Russia delays loan to Belarus on credit worry

By Dasha Korsunskaya and Andrei Makhovsky

MINSK, May 28 (Reuters) - Russia's finance minister said on Thursday Russia had shelved a $500 million loan to Belarus, citing doubts about the Belarussian economy which he said could become insolvent by the end of the year.

The unusually harsh remarks by Russian Finance Minister Alexei Kudrin appeared to reflect growing frustration with Belarus, a close ally whose loyalty is now caught in a struggle for influence between Russia and the European Union.

"We can see the insolvency of the Belarussian government and of the economy as a whole due to insufficient reserves, possibly as early as at the end of this year ..." Kudrin told reporters ahead of a meeting in the Belarus capital Minsk.

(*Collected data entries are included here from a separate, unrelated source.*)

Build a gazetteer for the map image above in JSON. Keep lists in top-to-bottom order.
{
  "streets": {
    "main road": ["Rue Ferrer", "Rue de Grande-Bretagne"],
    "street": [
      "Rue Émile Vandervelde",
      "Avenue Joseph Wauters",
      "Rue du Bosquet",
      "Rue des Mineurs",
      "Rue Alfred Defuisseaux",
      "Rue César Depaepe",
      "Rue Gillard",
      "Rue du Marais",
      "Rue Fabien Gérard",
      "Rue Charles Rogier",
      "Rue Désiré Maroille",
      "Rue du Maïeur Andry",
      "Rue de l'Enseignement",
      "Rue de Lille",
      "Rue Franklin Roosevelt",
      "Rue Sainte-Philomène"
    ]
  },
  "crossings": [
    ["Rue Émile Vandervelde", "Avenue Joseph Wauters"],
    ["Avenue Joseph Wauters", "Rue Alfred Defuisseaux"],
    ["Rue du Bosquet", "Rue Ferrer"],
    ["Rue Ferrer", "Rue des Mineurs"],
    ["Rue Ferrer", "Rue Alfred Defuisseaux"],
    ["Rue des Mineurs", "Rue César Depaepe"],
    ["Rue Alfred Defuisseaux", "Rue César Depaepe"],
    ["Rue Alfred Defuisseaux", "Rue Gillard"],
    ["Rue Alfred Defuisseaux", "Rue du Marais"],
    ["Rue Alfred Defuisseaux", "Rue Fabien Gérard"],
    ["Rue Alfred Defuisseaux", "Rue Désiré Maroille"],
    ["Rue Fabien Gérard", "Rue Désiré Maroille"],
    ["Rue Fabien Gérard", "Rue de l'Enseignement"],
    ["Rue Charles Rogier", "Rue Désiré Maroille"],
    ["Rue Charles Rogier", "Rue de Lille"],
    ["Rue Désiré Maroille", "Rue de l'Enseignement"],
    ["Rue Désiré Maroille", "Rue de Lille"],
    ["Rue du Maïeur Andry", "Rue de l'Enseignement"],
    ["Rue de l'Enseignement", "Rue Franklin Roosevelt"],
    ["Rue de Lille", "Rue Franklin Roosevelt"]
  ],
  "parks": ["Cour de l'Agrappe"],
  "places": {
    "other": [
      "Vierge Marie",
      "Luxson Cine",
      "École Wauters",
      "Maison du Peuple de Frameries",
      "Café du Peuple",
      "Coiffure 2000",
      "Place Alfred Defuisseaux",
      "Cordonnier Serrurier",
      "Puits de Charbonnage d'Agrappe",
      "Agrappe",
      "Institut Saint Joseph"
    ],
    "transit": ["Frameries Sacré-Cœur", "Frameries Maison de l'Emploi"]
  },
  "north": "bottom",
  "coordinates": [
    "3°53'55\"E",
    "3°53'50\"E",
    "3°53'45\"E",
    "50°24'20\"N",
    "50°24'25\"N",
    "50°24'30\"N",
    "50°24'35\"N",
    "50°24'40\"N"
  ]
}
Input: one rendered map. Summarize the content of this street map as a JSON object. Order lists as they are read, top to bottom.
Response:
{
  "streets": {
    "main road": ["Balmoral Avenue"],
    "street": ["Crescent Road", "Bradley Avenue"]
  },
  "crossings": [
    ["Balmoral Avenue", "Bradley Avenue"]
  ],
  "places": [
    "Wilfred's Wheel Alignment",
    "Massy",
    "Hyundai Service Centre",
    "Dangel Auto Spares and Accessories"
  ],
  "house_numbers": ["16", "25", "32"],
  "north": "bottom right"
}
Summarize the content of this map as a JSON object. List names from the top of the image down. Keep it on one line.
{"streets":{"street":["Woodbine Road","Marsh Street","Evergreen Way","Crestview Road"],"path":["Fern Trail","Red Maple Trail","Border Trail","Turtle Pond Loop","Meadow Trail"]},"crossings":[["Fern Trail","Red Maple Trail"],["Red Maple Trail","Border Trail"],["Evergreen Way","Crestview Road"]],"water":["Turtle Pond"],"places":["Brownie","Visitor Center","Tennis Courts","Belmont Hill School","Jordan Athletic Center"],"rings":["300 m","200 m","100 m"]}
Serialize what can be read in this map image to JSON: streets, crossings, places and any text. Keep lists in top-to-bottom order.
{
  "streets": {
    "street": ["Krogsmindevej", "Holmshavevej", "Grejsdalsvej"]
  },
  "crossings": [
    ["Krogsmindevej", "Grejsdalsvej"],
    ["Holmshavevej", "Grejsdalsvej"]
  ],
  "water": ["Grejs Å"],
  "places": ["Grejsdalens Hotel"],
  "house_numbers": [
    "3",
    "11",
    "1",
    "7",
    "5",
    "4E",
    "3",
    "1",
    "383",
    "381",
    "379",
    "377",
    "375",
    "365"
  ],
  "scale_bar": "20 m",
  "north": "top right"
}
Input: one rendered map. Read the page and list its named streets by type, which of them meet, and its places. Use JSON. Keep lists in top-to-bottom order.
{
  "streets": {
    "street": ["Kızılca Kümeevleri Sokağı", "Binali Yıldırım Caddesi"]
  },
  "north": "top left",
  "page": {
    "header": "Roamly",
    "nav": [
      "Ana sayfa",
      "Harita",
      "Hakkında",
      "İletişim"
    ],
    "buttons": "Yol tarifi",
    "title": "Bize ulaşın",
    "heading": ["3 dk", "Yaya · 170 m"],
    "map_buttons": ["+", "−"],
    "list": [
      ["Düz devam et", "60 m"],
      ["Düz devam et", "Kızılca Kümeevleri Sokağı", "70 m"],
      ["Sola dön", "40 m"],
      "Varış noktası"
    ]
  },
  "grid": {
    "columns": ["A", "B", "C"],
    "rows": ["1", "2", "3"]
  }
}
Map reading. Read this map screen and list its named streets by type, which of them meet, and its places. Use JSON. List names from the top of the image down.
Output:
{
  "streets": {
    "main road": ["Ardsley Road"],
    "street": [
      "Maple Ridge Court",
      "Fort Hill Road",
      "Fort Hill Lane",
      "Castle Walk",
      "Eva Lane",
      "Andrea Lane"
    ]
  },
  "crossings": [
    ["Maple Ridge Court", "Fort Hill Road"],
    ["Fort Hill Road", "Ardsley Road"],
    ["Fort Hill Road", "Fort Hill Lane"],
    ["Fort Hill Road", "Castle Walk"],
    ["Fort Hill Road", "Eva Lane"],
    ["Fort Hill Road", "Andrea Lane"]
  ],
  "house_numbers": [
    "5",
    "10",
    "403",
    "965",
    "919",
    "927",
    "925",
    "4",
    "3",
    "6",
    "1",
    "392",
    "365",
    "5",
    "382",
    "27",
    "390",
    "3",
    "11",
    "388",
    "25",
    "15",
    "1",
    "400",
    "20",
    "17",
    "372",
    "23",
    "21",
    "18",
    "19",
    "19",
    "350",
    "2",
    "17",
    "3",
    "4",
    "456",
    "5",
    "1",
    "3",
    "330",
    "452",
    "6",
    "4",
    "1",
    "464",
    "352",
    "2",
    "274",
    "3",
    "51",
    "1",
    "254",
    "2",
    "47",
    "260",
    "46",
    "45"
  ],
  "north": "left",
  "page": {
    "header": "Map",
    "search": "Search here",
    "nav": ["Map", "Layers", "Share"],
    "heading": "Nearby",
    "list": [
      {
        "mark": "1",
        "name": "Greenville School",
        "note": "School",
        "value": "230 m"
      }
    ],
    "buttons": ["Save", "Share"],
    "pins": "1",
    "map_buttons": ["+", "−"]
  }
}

However, Prime Minister Vladimir Putin told reporters after the talks that, "such extreme assessments are inappropriate."

"If Belarus needs a shoulder, Russia is always ready to offer one," he added, without mentioning the shelved loan.

Putin and Kudrin held talks with Belarussian President Alexander Lukashenko and Prime Minister Sergei Sidorsky.

Russia, with good reserves following a decade of economic growth, has promised nearly $5 billion of rescue credits to ex-Soviet allies, including Belarus, Kyrgyzstan and Armenia.

Belarus received the first tranche of $1 billion late last year followed by another $500 million earlier this year.

Kudrin said additional financing was halted because Moscow was unhappy with Lukashenko's economic policy.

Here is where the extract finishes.